But Hughes’ tramp is far less consoling, far more frightening. In the concluding stanzas, the narrator runs away – on the face of it to shelter from the rain though earlier this had not troubled him. He runs into a wood in something of a panic as the breathless, long-delayed verb here suggests: “in the rushing wood // Shuttered by a black oak leaned”. It’s what the narrator encounters in the wood that provides the final piece of the jigsaw for this poem. He confronts death in the shape of a gamekeeper’s gibbet and it is really death in which the tramp trusts, as much as he trusts himself to life. This is the point of the poem’s many transformational oppositions, of stasis and movement, solid and diffuse, sleep and waking, dead and alive. As the “flash and darken” of raindrops on his coat suggest, the tramp’s instinct is to entrust himself to both life and death without making any clear, rational distinction between the two.

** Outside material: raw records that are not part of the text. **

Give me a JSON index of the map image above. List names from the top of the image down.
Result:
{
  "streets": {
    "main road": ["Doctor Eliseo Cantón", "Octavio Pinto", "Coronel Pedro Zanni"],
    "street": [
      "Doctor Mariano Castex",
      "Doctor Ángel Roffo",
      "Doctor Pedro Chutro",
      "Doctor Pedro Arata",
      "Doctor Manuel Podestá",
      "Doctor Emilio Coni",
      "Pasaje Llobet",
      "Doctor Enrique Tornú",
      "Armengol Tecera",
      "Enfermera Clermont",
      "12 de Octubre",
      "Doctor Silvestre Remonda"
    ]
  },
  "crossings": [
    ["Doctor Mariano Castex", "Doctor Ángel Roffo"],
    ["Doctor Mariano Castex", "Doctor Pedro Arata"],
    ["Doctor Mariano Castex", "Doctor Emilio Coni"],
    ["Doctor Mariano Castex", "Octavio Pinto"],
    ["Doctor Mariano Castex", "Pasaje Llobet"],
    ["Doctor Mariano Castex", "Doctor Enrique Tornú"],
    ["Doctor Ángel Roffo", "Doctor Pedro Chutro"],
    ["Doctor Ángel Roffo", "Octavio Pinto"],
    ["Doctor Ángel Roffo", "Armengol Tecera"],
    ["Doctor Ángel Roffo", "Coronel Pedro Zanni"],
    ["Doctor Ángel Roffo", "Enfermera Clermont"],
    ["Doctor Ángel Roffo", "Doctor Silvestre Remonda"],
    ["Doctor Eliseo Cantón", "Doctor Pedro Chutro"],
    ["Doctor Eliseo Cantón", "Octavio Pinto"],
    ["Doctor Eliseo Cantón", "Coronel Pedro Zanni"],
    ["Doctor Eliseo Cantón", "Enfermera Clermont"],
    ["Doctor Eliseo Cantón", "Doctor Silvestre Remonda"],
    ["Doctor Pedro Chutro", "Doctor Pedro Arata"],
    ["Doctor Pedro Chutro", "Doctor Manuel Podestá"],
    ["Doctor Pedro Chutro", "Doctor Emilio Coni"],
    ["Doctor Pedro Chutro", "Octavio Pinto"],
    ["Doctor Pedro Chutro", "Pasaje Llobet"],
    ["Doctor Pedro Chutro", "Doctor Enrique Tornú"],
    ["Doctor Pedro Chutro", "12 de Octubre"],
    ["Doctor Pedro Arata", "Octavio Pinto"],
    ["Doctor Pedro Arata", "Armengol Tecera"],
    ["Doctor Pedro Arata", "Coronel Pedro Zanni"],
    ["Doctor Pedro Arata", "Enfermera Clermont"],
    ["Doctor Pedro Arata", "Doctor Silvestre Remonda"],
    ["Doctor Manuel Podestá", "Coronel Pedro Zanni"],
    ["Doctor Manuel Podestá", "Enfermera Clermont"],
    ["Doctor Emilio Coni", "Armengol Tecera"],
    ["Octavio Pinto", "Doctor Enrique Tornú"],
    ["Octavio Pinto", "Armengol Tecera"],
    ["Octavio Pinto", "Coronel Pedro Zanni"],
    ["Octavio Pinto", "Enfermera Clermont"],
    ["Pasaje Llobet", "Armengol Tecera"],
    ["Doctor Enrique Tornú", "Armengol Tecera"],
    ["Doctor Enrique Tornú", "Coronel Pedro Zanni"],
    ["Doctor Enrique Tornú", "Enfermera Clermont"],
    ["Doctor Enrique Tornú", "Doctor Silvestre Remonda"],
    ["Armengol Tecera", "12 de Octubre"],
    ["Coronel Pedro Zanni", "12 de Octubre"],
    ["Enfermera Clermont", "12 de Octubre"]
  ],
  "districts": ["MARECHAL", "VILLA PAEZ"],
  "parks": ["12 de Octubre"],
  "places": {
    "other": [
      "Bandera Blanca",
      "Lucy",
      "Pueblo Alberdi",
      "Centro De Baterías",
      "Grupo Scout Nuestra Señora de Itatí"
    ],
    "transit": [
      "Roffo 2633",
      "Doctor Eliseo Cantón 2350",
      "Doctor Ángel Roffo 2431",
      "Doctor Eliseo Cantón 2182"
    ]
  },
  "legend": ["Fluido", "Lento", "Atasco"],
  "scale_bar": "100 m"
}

I think the narrator has preserved this distinction and perhaps does so even at the end. Of the bodies on the gibbet, some are fresh, others are like “dry bark bits” being twirled in the rainfall. The narrator seems inclined to focus on those retaining their living “shape”, those who he says retain “their pride”, those who seem (like Wordsworth’s Gatherer) to teach patience, and endurance against “these worst days”. But the incontrovertible fact is they are all dead and death is lesson 101 in Hughes’ work as can be seen in Crow’s ‘Examination at the Womb-Door’ (Crow, 1970). It is the denial of death’s reality that leads to delusion and a false consciousness of our own position in the world. The narrator of ‘November’ still hankers after the human scale of virtues such as patience and Wordsworthian endurance. It is the tramp – ironically rather forgotten by the end of the poem, lying foetal in the let of the ditch, still huddled against the month’s elements – who entrusts himself to the risks of exposure and death, but in doing so may hear (what the sheltered narrator will never hear) the reply that Crow gives to the final question he faces:

But who is stronger than death?

                                         Me, evidently.

Pass, Crow.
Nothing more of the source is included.